§ **ENTRIES SUPPLIED**

************

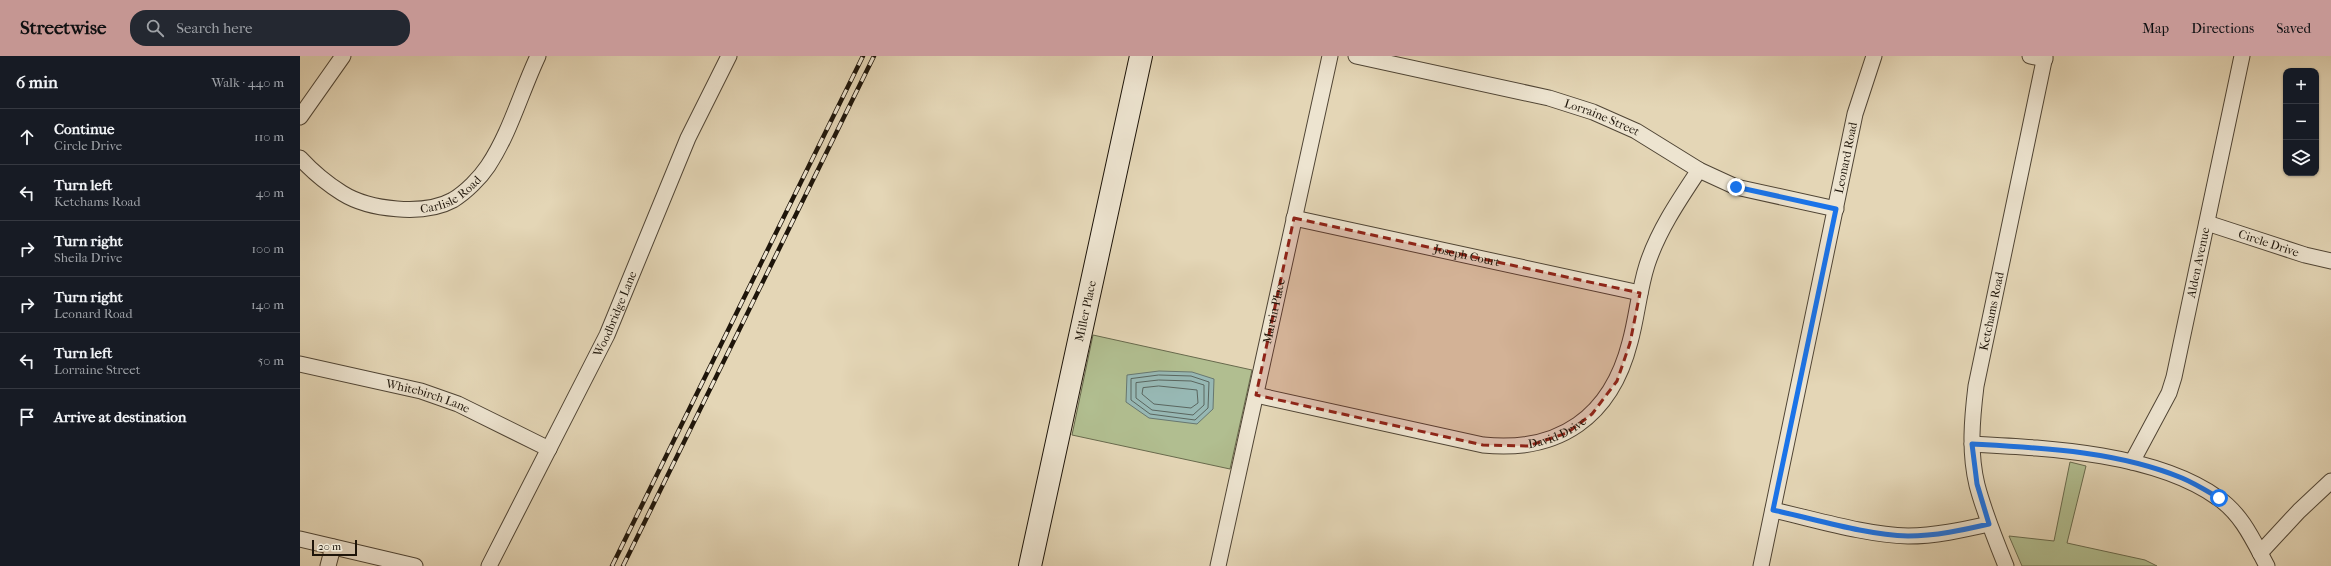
<!DOCTYPE html>
<html lang="en">
<head>
<meta charset="utf-8">
<style>
  :root { --surface:#171b24; --page:#242831; --text:#f1f3f6; --muted:#9ea1a6; --line:#363941; --accent:#c59692 }
  body { margin:0; font-family:"IM FELL French Canon",serif; background:var(--page); color:var(--text) }
  .controls { position:absolute; right:12px; top:12px; display:grid; overflow:hidden; border-radius:8px; box-shadow:0 1px 3px #0004 }
  .controls button { width:36px; height:36px; display:grid; place-items:center; padding:0; border:0; border-bottom:1px solid var(--line); background:var(--surface); color:var(--text); font:20px sans-serif }
  .scale { position:absolute; left:12px; bottom:10px; width:45px; box-sizing:border-box; padding-left:4px; border:2px solid #1e150a; border-top:0; font-size:11px; line-height:14px; white-space:nowrap; color:#1e150a; -webkit-text-stroke:3px #ede4d0; paint-order:stroke }
  .stop { position:absolute; width:12px; height:12px; margin:-9px; border:3px solid #1a73e8; border-radius:50%; background:#fff }
  .stop.end { background:#1a73e8; border-color:#fff; box-shadow:0 1px 4px #0008 }
  .list { margin:0; padding:0; list-style:none }
  h2 { display:flex; justify-content:space-between; align-items:center; height:52px; margin:0; padding:0 16px; font-size:17px }
  h2 small { font-size:13px; font-weight:400; color:var(--muted) }
  .list li { display:grid; grid-template-columns:26px 1fr auto; gap:12px; align-items:center; box-sizing:border-box; height:56px; padding:0 16px; border-top:1px solid var(--line) }
  .list b { display:block; font-size:15px; white-space:nowrap }
  .list p { margin:0; font-size:13px; white-space:nowrap; color:var(--muted) }
  .list em { font-size:13px; font-style:normal; color:var(--muted) }
  .icon { flex:none; width:22px; height:22px; fill:none; stroke:currentColor; stroke-width:2; stroke-linecap:round; stroke-linejoin:round }
  .map { position:relative; flex:none; width:2031px; height:510px; overflow:hidden }
  header { display:flex; align-items:center; gap:24px; box-sizing:border-box; height:56px; padding:0 20px; background:var(--accent); color:#111 }
  header strong { font-size:19px }
  nav { display:flex; gap:22px; margin-inline-start:auto; font-size:14px }
  .search { width:280px; height:36px; background:var(--page); display:flex; align-items:center; gap:10px; box-sizing:border-box; padding:0 14px; border-radius:16px; color:var(--muted); font-size:15px }
  main { display:flex }
  aside { flex:1; background:var(--surface) }
  .map>svg:first-child { display:block }
</style>
</head>
<body>
<header>
<strong>Streetwise</strong>
<div class="search"><svg class="icon" aria-label="search" viewBox="0 0 24 24"><circle cx="10" cy="10" r="6"/><path d="M15 15l6 6"/></svg>Search here</div>
<nav><a>Map</a><a>Directions</a><a>Saved</a></nav>
</header>
<main>
<aside>
<h2>6 min<small>Walk · 440 m</small></h2>
<ul class="list">
<li><svg class="icon" aria-label="ahead" viewBox="0 0 24 24"><path d="M12 20V5M6 11l6-6 6 6"/></svg><div><b>Continue</b><p>Circle Drive</p></div><em>110 m</em></li>
<li><svg class="icon" aria-label="left" viewBox="0 0 24 24"><path d="M17 20v-9H6M10 6l-5 5 5 5"/></svg><div><b>Turn left</b><p>Ketchams Road</p></div><em>40 m</em></li>
<li><svg class="icon" aria-label="right" viewBox="0 0 24 24"><path d="M7 20v-9h11M14 6l5 5-5 5"/></svg><div><b>Turn right</b><p>Sheila Drive</p></div><em>100 m</em></li>
<li><svg class="icon" aria-label="right" viewBox="0 0 24 24"><path d="M7 20v-9h11M14 6l5 5-5 5"/></svg><div><b>Turn right</b><p>Leonard Road</p></div><em>140 m</em></li>
<li><svg class="icon" aria-label="left" viewBox="0 0 24 24"><path d="M17 20v-9H6M10 6l-5 5 5 5"/></svg><div><b>Turn left</b><p>Lorraine Street</p></div><em>50 m</em></li>
<li><svg class="icon" aria-label="arrive" viewBox="0 0 24 24"><path d="M6 21V4h12l-3 4 3 4H6"/></svg><div><b>Arrive at destination</b></div></li>
</ul>
</aside>
<div class="map">
<svg width="2031" height="510" viewBox="0 0 2031 510">
  <rect width="100%" height="100%" fill="#e4d6b6"/>
  <filter id="stains"><feTurbulence type="fractalNoise" baseFrequency=".005" numOctaves="4"/><feColorMatrix values="0 0 0 0 .2 0 0 0 0 .09 0 0 0 0 .02 0 0 0 .5 -.17"/></filter>
  <radialGradient id="worn" r=".72"><stop offset=".6" stop-color="#630" stop-opacity="0"/><stop offset="1" stop-color="#630" stop-opacity=".3"/></radialGradient>
  <g fill="#b1be90" stroke="#686a4d">
    <polygon points="793,279 952,314 930,413 772,379"/>
    <polygon points="1770,406 1786,410 1767,487 1845,504 1857,510 1722,510 1709,480 1754,485"/>
  </g>
  <polygon fill="#97b8b4" stroke="#677770" points="859,315 892,316 914,323 913,353 897,368 849,362 826,346 827,319"/>
  <g fill="none" stroke-linecap="round" stroke-linejoin="round">
    <g stroke="#5a665f" stroke-width="1">
      <polygon points="859,319 891,320 909,326 908,352 895,364 850,358 831,344 831,323"/>
      <polygon points="859,324 891,325 904,329 904,349 893,359 852,354 836,342 836,327"/>
      <polygon points="859,330 897,334 898,347 891,352 854,348 842,338 843,332"/>
    </g>
    <defs>
      <g id="street">
        <path id="s1" d="M1056 0 1249 42 1293 56 1336 75 1399 114 1436 131 1536 153"/>
        <polyline points="1730,0 1745,3"/>
        <polyline points="0,61 43,0"/>
        <path id="s2" d="M0 102C12 115 26 127 42 137 69 154 124 160 153 144 166 136 180 122 188 110 210 77 221 36 238 0"/>
        <path id="s3" d="M994 162 1340 237"/>
        <path id="s4" d="M1907 167 2005 199 2031 205"/>
        <path id="s5" d="M0 308 121 335 158 348 249 393"/>
        <path id="s6" d="M956 339 1183 389C1259 397 1311 361 1330 286 1337 261 1339 234 1347 209 1358 175 1379 144 1399 114"/>
        <path d="M1672 388C1748 392 1855 397 1918 442 1942 458 1954 486 1967 510"/>
        <path id="s7" d="M1832 406 1869 337 1874 321 1942 0"/>
        <path d="M1473 454C1514 463 1566 479 1608 480 1635 480 1662 474 1689 468"/>
        <polyline points="0,483 115,510"/>
        <polyline points="1960,497 1999,455 2031,425"/>
        <polyline points="28,510 33,491"/>
        <path id="s8" d="M189 510 307 279 388 82 429 0"/>
        <path id="s9" d="M918 510 1030 0"/>
        <path id="s10" d="M1461 510 1555 58 1574 0"/>
        <path id="s11" d="M1706 510C1695 483 1684 456 1677 429 1669 396 1672 363 1676 330L1745 0"/>
      </g>
      <g id="secondary">
        <path id="s12" d="M730 510 841 0"/>
      </g>
    </defs>
    <use href="#street" stroke="#504535" stroke-width="17"/>
    <use href="#secondary" stroke="#1e150a" stroke-width="24"/>
    <use href="#street" stroke="#ede4d0" stroke-width="15"/>
    <use href="#secondary" stroke="#ede4d0" stroke-width="22"/>
    <defs>
      <g id="rail">
        <polyline points="312,510 563,0"/>
        <polyline points="323,510 574,0"/>
      </g>
    </defs>
    <use href="#rail" stroke="#1e150a" stroke-width="4.5"/>
    <use href="#rail" stroke="#ede4d0" stroke-width="3" stroke-dasharray="9" stroke-linecap="butt"/>
  </g>
  <g fill="none" stroke-linecap="round" stroke-linejoin="round">
    <path stroke="#1a73e8" stroke-width="5" d="M1436 131 1536 153 1473 454C1515 463 1566 479 1608 480 1636 480 1663 474 1689 468L1677 428 1672 388C1742 392 1816 395 1882 422 1894 427 1907 435 1919 442"/>
  </g>
  <path fill="#8f2418" fill-opacity="0.2" stroke="#8f2418" stroke-width="3" stroke-dasharray="8 5" stroke-linejoin="round" d="M994 162 1340 237 1330 287 1317 325 1292 358 1267 377 1228 390 1183 389 956 339Z"/>
  <g text-anchor="middle" stroke-width="3.5" stroke-linejoin="round" paint-order="stroke">
    <g font-size="12" fill="#1e150a" stroke="#ede4d0">
      <text dy="4" stroke="none"><textPath href="#s1" startOffset="254">Lorraine Street</textPath></text>
      <text dy="4" stroke="none"><textPath href="#s10" startOffset="417">Leonard Road</textPath></text>
      <text dy="4" stroke="none"><textPath href="#s2" startOffset="170">Carlisle Road</textPath></text>
      <text dy="4" stroke="none"><textPath href="#s4" startOffset="65">Circle Drive</textPath></text>
      <text dy="4" stroke="none"><textPath href="#s3" startOffset="177">Joseph Court</textPath></text>
      <text dy="4" stroke="none"><textPath href="#s7" startOffset="212">Alden Avenue</textPath></text>
      <text dy="4" stroke="none"><textPath href="#s12" startOffset="261">Miller Place</textPath></text>
      <text dy="4" stroke="none"><textPath href="#s9" startOffset="261">Martin Place</textPath></text>
      <text dy="4" stroke="none"><textPath href="#s11" startOffset="262">Ketchams Road</textPath></text>
      <text dy="4" stroke="none"><textPath href="#s8" startOffset="282">Woodbridge Lane</textPath></text>
      <text dy="4" stroke="none"><textPath href="#s5" startOffset="132">Whitebirch Lane</textPath></text>
      <text dy="4" stroke="none"><textPath href="#s6" startOffset="309">David Drive</textPath></text>
    </g>
  </g>
  <rect width="100%" height="100%" filter="url(#stains)"/>
  <rect width="100%" height="100%" fill="url(#worn)"/>
</svg>
<div class="controls">
<button>+</button>
<button>−</button>
<button><svg class="icon" aria-label="layers" viewBox="0 0 24 24"><path d="M12 4l9 5-9 5-9-5zM3 14l9 5 9-5"/></svg></button>
</div>
<div class="scale">20 m</div>
<div class="stop" style="left:1919px;top:442px"></div>
<div class="stop end" style="left:1436px;top:131px"></div>
</div>
</main>
</body>
</html>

************

§ **ACTIVITY**
Copy out each line of the records where the word "search" appears.

§ **EXERCISE ANSWER**
  .search { width:280px; height:36px; background:var(--page); display:flex; align-items:center; gap:10px; box-sizing:border-box; padding:0 14px; border-radius:16px; color:var(--muted); font-size:15px }
<div class="search"><svg class="icon" aria-label="search" viewBox="0 0 24 24"><circle cx="10" cy="10" r="6"/><path d="M15 15l6 6"/></svg>Search here</div>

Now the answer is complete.